Common Phone: A Multilingual Dataset for Robust Acoustic Modelling
- URL: http://arxiv.org/abs/2201.05912v1
- Date: Sat, 15 Jan 2022 19:02:46 GMT
- Title: Common Phone: A Multilingual Dataset for Robust Acoustic Modelling
- Authors: Philipp Klumpp and Tom\'as Arias-Vergara and Paula Andrea P\'erez-Toro
and Elmar N\"oth and Juan Rafael Orozco-Arroyave
- Abstract summary: This work introduces Common Phone, a gender-balanced, multilingual corpus recorded from more than 76.000 contributors via Mozilla's Common Voice project.
It comprises around 116 hours of speech enriched with automatically generated phonetic segmentation.
A Wav2Vec 2.0 acoustic model was trained with the Common Phone to perform phonetic symbol recognition and validate the quality of the generated phonetic annotation.
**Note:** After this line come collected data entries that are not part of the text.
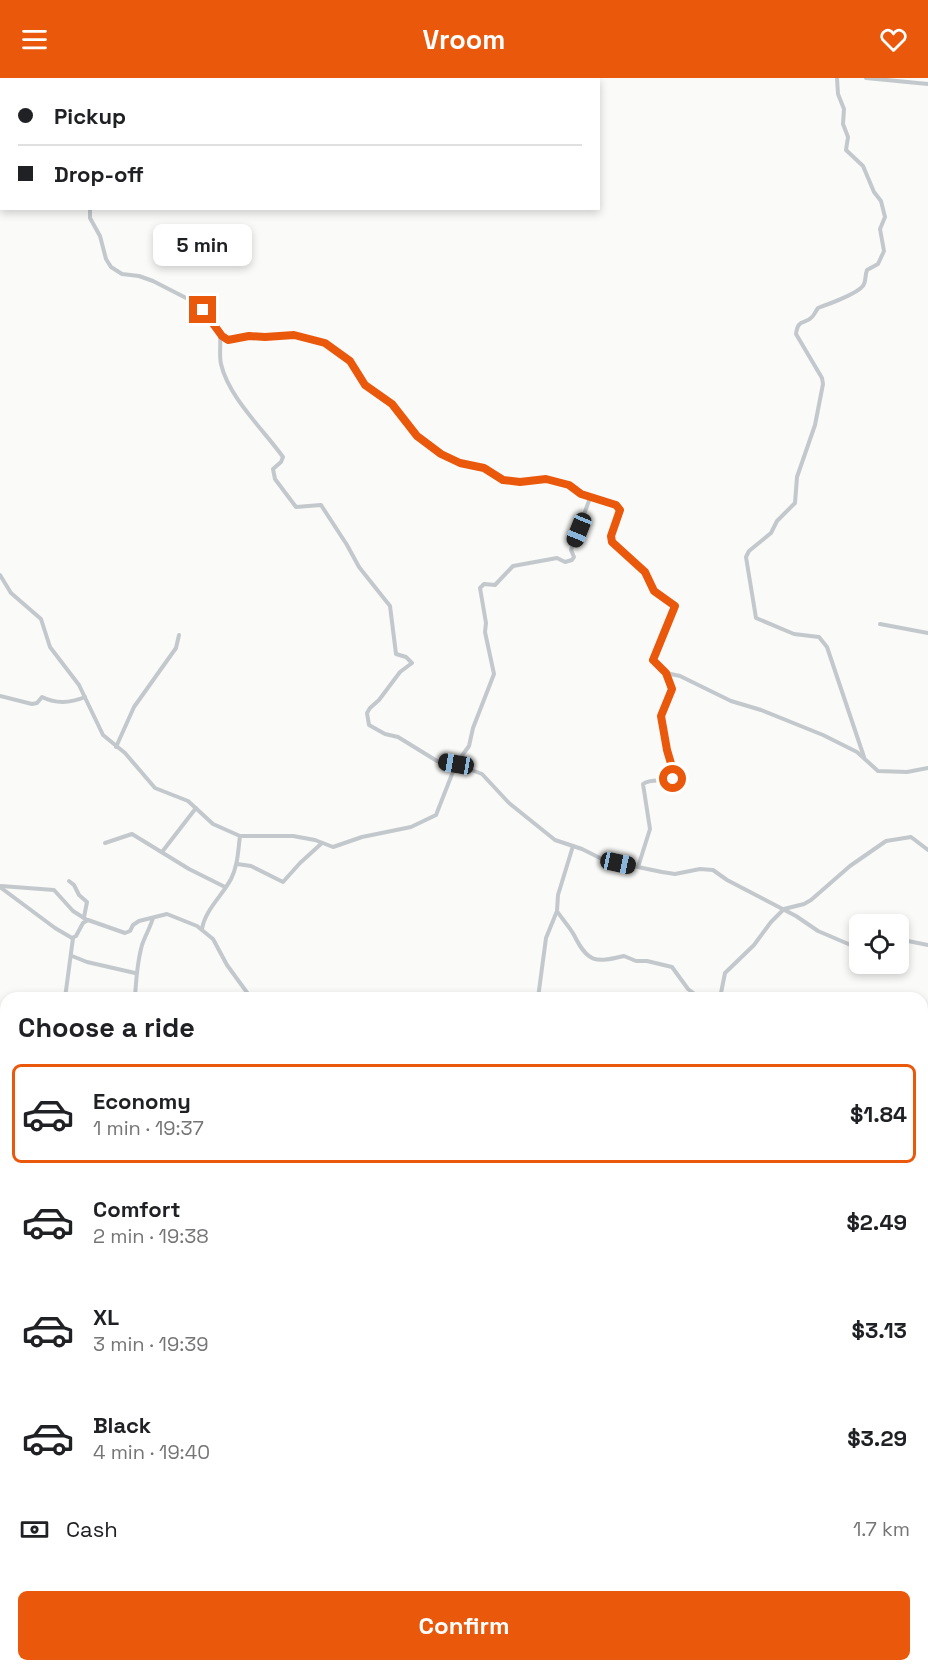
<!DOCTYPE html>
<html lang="en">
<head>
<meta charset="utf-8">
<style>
  :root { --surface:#fff; --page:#f6f6f6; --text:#202124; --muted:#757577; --line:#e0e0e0; --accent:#ea580c }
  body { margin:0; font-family:"Space Grotesk",sans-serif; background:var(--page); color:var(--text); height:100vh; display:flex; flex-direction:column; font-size:22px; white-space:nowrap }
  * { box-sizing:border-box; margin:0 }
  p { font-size:20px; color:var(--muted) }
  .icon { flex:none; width:33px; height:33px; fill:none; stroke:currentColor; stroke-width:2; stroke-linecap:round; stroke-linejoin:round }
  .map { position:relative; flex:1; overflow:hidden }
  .sheet { position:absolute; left:0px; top:914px; width:928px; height:680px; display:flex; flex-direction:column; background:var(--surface); border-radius:18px 18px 0 0; box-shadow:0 3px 9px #0003 }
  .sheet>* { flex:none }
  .top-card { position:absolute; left:0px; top:0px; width:600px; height:132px; box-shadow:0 3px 9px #0003; display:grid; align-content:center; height:132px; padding:0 18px; background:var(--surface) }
  .buttons { position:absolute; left:849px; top:836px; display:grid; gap:12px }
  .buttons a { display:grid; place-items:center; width:60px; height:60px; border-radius:9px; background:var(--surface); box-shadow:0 3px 9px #0003; font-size:30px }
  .end { position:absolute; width:27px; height:27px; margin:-14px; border:8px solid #ea580c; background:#fff; box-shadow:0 0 0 3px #fff }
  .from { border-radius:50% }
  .bubble { position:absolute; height:42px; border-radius:9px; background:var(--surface); box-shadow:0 3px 9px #0003; font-size:20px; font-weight:700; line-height:42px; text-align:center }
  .car { position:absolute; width:18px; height:36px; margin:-18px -9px; border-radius:8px; box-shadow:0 0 4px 2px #0007; background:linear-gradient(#222 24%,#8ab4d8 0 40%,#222 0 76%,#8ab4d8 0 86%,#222 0) }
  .top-card b { display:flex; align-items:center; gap:21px; height:57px; font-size:22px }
  .top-card b+b { border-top:2px solid var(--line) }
  .top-card i { width:15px; height:15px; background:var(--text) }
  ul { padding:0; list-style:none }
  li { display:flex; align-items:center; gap:18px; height:99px; margin:0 12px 9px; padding:0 6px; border:3px solid transparent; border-radius:9px }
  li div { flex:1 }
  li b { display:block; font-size:22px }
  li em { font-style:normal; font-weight:700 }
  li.active { border-color:var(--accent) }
  li>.icon { width:54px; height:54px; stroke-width:1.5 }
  h2 { padding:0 18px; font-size:27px; line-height:72px }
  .pay { display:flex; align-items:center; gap:15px; height:66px; padding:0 18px; font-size:22px }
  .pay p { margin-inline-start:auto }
  .cta { display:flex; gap:12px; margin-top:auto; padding:12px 18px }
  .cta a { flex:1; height:69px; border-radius:9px; background:var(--accent); color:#fff; font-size:24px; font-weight:700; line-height:69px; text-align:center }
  header { display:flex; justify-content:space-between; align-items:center; height:78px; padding:0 18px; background:var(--accent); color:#fff; font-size:27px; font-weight:700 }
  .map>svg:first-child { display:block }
  .forest { fill:url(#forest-firs) }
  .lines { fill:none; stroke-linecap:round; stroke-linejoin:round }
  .minor { stroke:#c3c8cc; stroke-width:4 }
  .route { stroke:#ea580c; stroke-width:8 }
</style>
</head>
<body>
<header><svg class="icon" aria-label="menu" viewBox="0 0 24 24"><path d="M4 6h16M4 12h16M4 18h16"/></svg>Vroom<svg class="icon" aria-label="heart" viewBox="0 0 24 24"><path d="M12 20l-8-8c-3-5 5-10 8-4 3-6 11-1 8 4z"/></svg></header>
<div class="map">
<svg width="928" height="1592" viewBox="0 0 928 1592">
  <defs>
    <pattern id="forest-firs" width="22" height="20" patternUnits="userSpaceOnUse" patternTransform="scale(1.5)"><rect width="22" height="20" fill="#dadfd7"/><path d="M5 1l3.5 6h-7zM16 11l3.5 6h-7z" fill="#b4b9b4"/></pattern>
  </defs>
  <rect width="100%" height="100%" fill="#fafaf8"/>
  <!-- forest -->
  <path class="forest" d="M49,1587H361V1592H48Z"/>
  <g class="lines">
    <!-- minor -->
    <g class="minor">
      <path d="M1,0L2,2"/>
      <path d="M837,0L838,16L844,31L843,46L848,59L846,72L863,88L874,114L881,123L885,139L880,151L884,173L878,186L867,192C865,197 866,202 864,206C861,215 826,227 818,230C817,231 813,239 812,239C805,247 798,240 796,256L822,300L823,306L815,347L797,399L795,425L777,443L771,455L749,473L746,479L756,540L794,556L819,559L827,569L864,679"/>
      <path d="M866,0L928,6"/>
      <path d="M34,2L37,0"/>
      <path d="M311,2V0"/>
      <path d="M348,2L349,0"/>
      <path d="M0,34L2,37"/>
      <path d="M90,130V140L100,158L106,181L111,189L122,196L139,198L153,203L190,222L203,232L223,260L232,263L246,259L294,257L325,265L349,283L365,307L392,326L417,358L440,376L460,385L484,390L503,402L520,404L534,401H546L569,407L581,416L616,427L620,432L611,458L612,464L645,494L654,513L675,528L653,582L666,595L671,609L661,638L667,672L675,699C666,706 652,699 643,706L650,751L638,789"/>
      <path d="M220,258C221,267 219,277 221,286C229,320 263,351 283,379L281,384L273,391L275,401L296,429L321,427L347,467L359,489L390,528L396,576L406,579L412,585L400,594L379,622L370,630L367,635L369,647L385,656L398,659L437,683L456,686L482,696L509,725L555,762L582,771L604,782L662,794L675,796L700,791L713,792L727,802L796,838L818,853L860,871"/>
      <path d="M0,497L11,515L41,541L50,569L79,607L103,657L125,675L155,710L188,723L213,746L240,758H293L315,762L333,769L362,759L411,749L436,737L456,686L469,668L473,650L494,596L485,554L486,545L480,510L484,506L495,507L513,488L557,480L565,484L572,482L574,479L571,472L590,420"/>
      <path d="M880,546L928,555"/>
      <path d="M666,595L680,598L731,623L761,632L823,657L857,674L878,693L907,694L928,690"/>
      <path d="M0,618L32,626L37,625L42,619C56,626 71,625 85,619"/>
      <path d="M116,669L134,629L176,570L179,557"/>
      <path d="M105,765L132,756L189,791L225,809"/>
      <path d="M162,774L196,730"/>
      <path d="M237,786L251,788L283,804L300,785L322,765"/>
      <path d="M69,803L74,807L79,817L87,824L84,839"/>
      <path d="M1,808L54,812L73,833L87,842"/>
      <path d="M0,809L55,850L72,860L76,858L83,845L88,842L125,855L130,853L133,847L139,843L167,836L197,848L213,861L227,887L251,920"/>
      <path d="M557,833C562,841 569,848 574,857C588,885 595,885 624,878L636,883H647L672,889L688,911L700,920"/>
      <path d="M202,851C205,832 222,818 231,801C238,787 238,773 240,758"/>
      <path d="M898,861L928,867"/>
      <path d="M72,878L87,884L135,895"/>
      <path d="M65,920L73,860"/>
      <path d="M135,920C136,901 137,885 142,867C145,858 150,850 153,840"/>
      <path d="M538,920L546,860L557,833L558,817L573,768"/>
      <path d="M720,920L725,895L754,867L771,844L784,831L804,826L811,822L850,788L886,763L911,759L928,772"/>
      <path d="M847,920V919"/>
      <path d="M0,940H6"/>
      <path d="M928,959V966"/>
      <path d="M928,1225L922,1228L928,1233"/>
      <path d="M922,1299L928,1294"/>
      <path d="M134,1587V1592"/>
      <path d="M355,1587L401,1592"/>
      <path d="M604,1587L605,1592"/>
    </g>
  </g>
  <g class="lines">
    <!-- route -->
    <path class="route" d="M203,232L222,258L228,262L249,258L265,259L294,257L325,265L350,283L365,307L392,326L417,358L441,376L460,385L484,390L503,402L520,404L546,401L569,407L581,416L616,427L620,432L611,458L612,464L645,494L654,513L675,528L653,582L666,595L672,611L661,638L667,672L675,699L673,701"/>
  </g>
</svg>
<div class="buttons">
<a><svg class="icon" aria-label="locate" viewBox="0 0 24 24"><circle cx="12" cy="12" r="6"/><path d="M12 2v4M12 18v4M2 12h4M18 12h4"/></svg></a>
</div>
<i class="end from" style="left:673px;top:701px"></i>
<i class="end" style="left:203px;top:232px"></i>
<div class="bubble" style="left:153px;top:146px;width:99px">5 min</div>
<i class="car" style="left:579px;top:452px;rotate:202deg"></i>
<i class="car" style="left:456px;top:686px;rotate:280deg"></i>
<i class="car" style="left:618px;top:785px;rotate:102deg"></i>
<div class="top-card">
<b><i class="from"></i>Pickup</b>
<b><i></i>Drop-off</b>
</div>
<section class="sheet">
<h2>Choose a ride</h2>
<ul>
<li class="active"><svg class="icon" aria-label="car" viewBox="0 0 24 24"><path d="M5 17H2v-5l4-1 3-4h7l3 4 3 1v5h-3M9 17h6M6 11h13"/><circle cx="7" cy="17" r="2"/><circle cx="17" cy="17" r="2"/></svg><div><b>Economy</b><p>1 min · 19:37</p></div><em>$1.84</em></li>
<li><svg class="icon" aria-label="car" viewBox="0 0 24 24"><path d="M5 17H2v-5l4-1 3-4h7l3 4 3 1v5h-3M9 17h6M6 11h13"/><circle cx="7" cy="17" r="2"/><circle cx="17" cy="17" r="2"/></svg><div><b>Comfort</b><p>2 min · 19:38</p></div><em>$2.49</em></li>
<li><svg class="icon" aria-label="car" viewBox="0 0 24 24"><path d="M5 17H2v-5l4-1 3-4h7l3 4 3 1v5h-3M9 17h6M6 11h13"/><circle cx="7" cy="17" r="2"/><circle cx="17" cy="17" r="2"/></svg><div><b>XL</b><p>3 min · 19:39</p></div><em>$3.13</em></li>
<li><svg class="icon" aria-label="car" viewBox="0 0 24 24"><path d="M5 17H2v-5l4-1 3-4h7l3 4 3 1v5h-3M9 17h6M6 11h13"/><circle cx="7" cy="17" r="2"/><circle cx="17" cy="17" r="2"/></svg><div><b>Black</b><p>4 min · 19:40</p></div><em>$3.29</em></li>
</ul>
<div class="pay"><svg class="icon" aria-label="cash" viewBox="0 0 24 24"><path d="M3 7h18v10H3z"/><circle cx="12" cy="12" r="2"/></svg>Cash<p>1.7 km</p></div>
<div class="cta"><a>Confirm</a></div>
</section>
</div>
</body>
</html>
- Score: 13.930464898816652
- License: http://creativecommons.org/licenses/by-nc-nd/4.0/
- Abstract: Current state of the art acoustic models can easily comprise more than 100
million parameters. This growing complexity demands larger training datasets to
maintain a decent generalization of the final decision function. An ideal
dataset is not necessarily large in size, but large with respect to the amount
of unique speakers, utilized hardware and varying recording conditions. This
enables a machine learning model to explore as much of the domain-specific
input space as possible during parameter estimation. This work introduces
Common Phone, a gender-balanced, multilingual corpus recorded from more than
76.000 contributors via Mozilla's Common Voice project. It comprises around 116
hours of speech enriched with automatically generated phonetic segmentation. A
Wav2Vec 2.0 acoustic model was trained with the Common Phone to perform
phonetic symbol recognition and validate the quality of the generated phonetic
annotation. The architecture achieved a PER of 18.1 % on the entire test set,
computed with all 101 unique phonetic symbols, showing slight differences
between the individual languages. We conclude that Common Phone provides
sufficient variability and reliable phonetic annotation to help bridging the
gap between research and application of acoustic models.